If you have ever been in this type of love, then you know what I am talking about. I recently found out what it feels like to be involved in unrequited love. You will never understand until you go through this. I used to remember telling myself that I am strong and independent and I would never let a guy string me along or treat me poorly. To be quite honest, I judged my friends who did this. A guy would be treating them horrible or it was clear the guy was just not that into them, I would tell them to move on and not understand why they couldn’t just get over it. Now, I know. Don’t ever judge a situation you have not been in.
So what exactly is unrequited love? Let me walk you through my scenario. I met a guy at a work event and he was nice, funny, smart – all the perfect guy qualities. My usual self would run the opposite direction, but he was persistent to hang out and talk all the time. I gave in. I started talking to him and seeing him on a regular basis. We were just friends getting to know each other. One night a few weeks later, we became more than friends.
I was officially stuck in this situation. I liked him and he liked me. But, we talked one day and he told me that he did not want a relationship, which is an immediate red flag. He is a very indecisive person about anything and everything, so I should have known he would also have commitment issues. I should have left then. Why couldn’t I leave this? I have never been this girl. I always run without saying a word. Well, I stayed. I decided it was better to be with him in some way then to not be with him at all.
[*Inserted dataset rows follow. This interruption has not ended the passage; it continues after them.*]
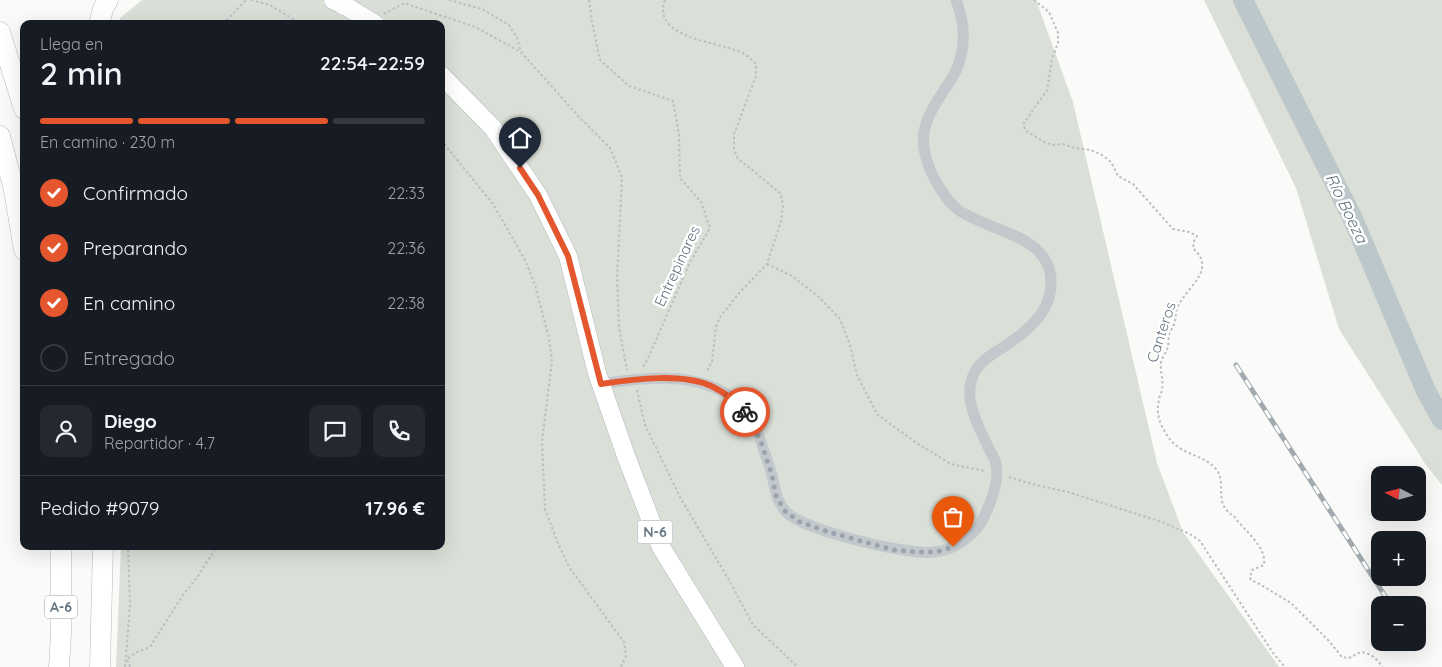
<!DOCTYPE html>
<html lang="es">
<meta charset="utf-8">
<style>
body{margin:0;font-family:Quicksand,sans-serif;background:#242831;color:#f1f3f6;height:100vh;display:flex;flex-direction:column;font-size:19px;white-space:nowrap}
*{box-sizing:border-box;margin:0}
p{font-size:16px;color:#9ea1a6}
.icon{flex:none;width:28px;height:28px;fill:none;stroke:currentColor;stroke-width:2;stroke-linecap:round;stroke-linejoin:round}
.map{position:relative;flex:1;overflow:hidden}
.details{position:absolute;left:20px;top:20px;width:425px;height:530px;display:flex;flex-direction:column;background:#171b24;border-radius:10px;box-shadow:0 5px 20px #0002}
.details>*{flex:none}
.needle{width:32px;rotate:276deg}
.tools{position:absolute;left:1371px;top:466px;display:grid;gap:10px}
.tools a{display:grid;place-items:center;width:55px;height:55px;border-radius:10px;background:#171b24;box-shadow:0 5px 20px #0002;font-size:25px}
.pin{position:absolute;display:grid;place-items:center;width:42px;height:42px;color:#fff;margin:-51px -21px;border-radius:50% 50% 50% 0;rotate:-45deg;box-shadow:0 0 5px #0007}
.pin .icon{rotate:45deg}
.courier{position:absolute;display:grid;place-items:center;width:50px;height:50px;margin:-25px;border:4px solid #e4572e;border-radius:50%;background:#fff;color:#222;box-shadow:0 1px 6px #0007}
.overview em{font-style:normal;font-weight:600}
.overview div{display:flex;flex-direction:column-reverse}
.overview{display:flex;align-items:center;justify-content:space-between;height:85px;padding:0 20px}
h1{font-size:32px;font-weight:600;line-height:38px}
.bar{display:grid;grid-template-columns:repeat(4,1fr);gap:8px 5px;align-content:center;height:60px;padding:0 20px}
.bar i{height:6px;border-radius:4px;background:#363941}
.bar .selected{background:#e4572e}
.bar p{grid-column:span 4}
.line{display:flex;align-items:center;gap:12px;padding:0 20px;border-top:1px solid #363941}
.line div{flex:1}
.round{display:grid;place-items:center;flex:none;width:52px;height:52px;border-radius:10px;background:#242831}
ol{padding:0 20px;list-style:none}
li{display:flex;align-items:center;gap:15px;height:55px}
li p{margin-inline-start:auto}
li .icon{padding:5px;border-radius:50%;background:#e4572e;color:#fff;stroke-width:4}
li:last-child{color:#9ea1a6}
li i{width:28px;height:28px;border:2px solid #363941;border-radius:50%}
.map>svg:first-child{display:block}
</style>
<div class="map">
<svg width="1442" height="667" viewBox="0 0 1442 667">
<rect width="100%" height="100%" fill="#fafaf8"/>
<path fill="#dadfd7" d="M142,0H1036L1073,102L1157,463L1183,532L1279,667H116L121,546H441V24H120V18Z
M1204,0H1442V485L1426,465L1339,329L1296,188Z"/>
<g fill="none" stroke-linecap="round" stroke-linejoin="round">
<path stroke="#bbc7cb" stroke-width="20" d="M1243,0L1353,219L1426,391L1442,420"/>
<g stroke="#b4b9bd" stroke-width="19">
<path id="trunk" d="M333,0L344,5L375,24
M441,75L493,128L538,195L568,256L597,373L626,456L661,547L735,667"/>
</g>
<g stroke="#b4b9bd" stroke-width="21">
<path id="motorway" d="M340,0L344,5
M99,24L103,9L108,0
M0,32L24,109
M0,136L14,190L24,250
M59,667L61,634V546
M100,667L103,546"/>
</g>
<path stroke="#bbbfc2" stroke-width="2" stroke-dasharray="2.5 2.5" stroke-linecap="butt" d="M251,0L270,5L301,24
M449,0L482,9L509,25L517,38L521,52
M589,0L592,22L600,60L629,86L673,101L679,135L680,178L701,202L710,228L690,262L649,356L643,367
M665,0C651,37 716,42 738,51C745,53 751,59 756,64V76L734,134V150L738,159L755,172L781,194L783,206L781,221L767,264L740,292L720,317L716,327L712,361L707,372
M1034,0L1049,12L1058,33V43L1052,59L1047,91L1039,101L1023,125L1026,131L1046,143L1055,145L1063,144L1075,148L1091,150L1102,155L1111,162L1118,176L1133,184L1173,229L1189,232L1197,236L1194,241L1193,248C1199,255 1203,258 1202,268C1201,280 1181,296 1177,309C1175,314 1176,319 1174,324C1173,328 1170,331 1169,335C1168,338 1169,342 1168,346C1167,352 1162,356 1161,363C1160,372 1164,382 1162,389C1162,393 1159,396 1159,400C1156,412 1159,422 1165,432C1178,456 1202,453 1216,469C1228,484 1212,504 1234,516C1243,530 1267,546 1264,565L1252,570L1250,578L1252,581L1256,582L1291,603L1329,641L1342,657L1349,658L1361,652C1370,653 1377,658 1382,667
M384,14L404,3L475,27L521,52L580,118L610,148L622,177L617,278L619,327L627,370
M223,24L246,0
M441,140L493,204L525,260L535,285L549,338L552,361L542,441L545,509L557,541L569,567L624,642L626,656L621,667
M767,264L792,276L819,297L840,319L850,345L857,375L877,414L915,442L951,464L985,471
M637,390L645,425L680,497L730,582L753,625L798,667
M1009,477L1032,484L1068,492L1162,522L1190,534L1200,541L1273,653L1285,667
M125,667L130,606L128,546
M130,667L127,659L137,652L150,647L183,595L196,579L217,546"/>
<path stroke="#c3c8cc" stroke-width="11" d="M601,384C649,376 714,369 747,413C755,425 761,440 765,454C768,461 770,468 772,475C775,488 776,501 786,512C803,530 909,556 935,552C953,550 971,538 981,523C989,508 1000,481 996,464C995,459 991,453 989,449C978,425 960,395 976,370C982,360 993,354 1002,348C1025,333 1050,314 1051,285C1054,234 987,232 957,209C947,201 940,189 934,178C915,140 923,123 944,90C951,81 957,71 960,60C966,39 964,20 956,0"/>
<use href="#trunk" stroke="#fff" stroke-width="18"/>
<use href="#motorway" stroke="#fff" stroke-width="20"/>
<g stroke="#a2aab0" stroke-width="5">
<path id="rail" d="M1236,365L1385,596"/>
</g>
<use href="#rail" stroke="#fff" stroke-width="3" stroke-dasharray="9" stroke-linecap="butt"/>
</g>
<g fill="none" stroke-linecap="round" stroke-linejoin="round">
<path stroke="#99a4ac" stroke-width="5" stroke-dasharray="0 9" d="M745,412L760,439L772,475L776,496L785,511L800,522L832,533L894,550L920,552H936L953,547"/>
<path stroke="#e4572e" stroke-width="6" d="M520,168L538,195L568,256L601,384C633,379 686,372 715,388C727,394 736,402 745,412"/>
</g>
<g text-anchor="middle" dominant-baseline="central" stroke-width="5" stroke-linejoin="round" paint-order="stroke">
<g fill="#fff" stroke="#939fa8" stroke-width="1">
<rect x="637.5" y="520.5" width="35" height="23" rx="4"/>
<rect x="45" y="595.5" width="32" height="23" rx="4"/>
</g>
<g font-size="14" font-weight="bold" fill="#657683">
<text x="655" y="532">N-6</text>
<text x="61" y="607">A-6</text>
</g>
<g font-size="15" fill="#657683" stroke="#fff">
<text transform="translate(677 266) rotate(-65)">Entrepinares</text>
<text transform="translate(1161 332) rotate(-72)">Canteros</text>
</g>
<g font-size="16" font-style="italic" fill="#60757c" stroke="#fff">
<text transform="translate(1347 208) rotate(64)">Río Boeza</text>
</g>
</g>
</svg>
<div class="tools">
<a><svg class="needle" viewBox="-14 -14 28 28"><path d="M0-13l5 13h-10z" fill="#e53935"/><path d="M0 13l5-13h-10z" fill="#9ea1a6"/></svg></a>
<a>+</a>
<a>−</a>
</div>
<div class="pin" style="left:953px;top:547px;background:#ea580c"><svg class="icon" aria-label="bag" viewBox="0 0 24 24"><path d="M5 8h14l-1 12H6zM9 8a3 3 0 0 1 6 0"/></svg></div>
<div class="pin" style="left:520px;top:168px;background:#1f2937"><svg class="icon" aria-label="home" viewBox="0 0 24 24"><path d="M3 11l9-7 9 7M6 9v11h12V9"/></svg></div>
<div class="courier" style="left:745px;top:412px"><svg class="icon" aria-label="bike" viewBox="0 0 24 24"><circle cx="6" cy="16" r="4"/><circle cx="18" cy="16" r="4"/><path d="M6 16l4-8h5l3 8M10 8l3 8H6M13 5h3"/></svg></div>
<section class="details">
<div class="overview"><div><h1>2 min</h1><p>Llega en</p></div><em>22:54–22:59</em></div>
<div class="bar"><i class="selected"></i><i class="selected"></i><i class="selected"></i><i></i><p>En camino · 230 m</p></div>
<ol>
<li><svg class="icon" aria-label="check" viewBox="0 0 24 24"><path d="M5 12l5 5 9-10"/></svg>Confirmado<p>22:33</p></li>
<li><svg class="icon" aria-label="check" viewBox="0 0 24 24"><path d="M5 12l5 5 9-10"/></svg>Preparando<p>22:36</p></li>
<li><svg class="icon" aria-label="check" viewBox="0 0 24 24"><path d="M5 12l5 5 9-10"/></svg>En camino<p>22:38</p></li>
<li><i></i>Entregado</li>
</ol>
<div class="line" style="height:90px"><a class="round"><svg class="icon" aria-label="person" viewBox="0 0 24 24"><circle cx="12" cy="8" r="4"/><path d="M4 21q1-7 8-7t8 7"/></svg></a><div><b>Diego</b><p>Repartidor · 4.7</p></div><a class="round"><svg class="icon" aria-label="chat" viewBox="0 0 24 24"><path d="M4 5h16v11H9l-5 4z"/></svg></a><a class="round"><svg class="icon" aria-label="phone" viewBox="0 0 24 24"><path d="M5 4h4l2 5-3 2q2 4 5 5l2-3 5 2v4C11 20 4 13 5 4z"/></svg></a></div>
<div class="line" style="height:65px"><div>Pedido #9079</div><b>17.96 €</b></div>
</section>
</div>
If I can offer any advice from the situation I went through, it would be to understand that you will not change this type of guy and you should just leave. If he wanted to be with me, he would have been. Relationships are all about timing. That’s a quote to live by.
So long story short, it ended. He started going on dates and I couldn’t handle it, so I left. The worst part was when I finally did end this – he didn’t say a word. That’s when I knew that I definitely made the right choice. So if anyone has been through this, or is currently going through this, just know that it is not your fault and you couldn’t have done anything more. It’s all about the timing, and here is the hard part…he will probably be dating some other girl a few months later.
Don’t judge your friends when they make bad decisions about a guy who is all wrong for them. It takes people different lengths of time to move on from this. My situation was quick, but that’s because I am impatient and I knew I would never let a good guy in as long as he was in my life. The last thing I will say is that I’m sorry it didn’t work out for you or for me, but I’m not at the same time. That is not the person for you, if they were willing to let you go. I want someone who would be crushed at the thought of me not being in their life. I know I will look back on this one day and understand more why it ended, so that something better could come along.
Unrequited love will change you but it also prepares you for when the real thing comes along.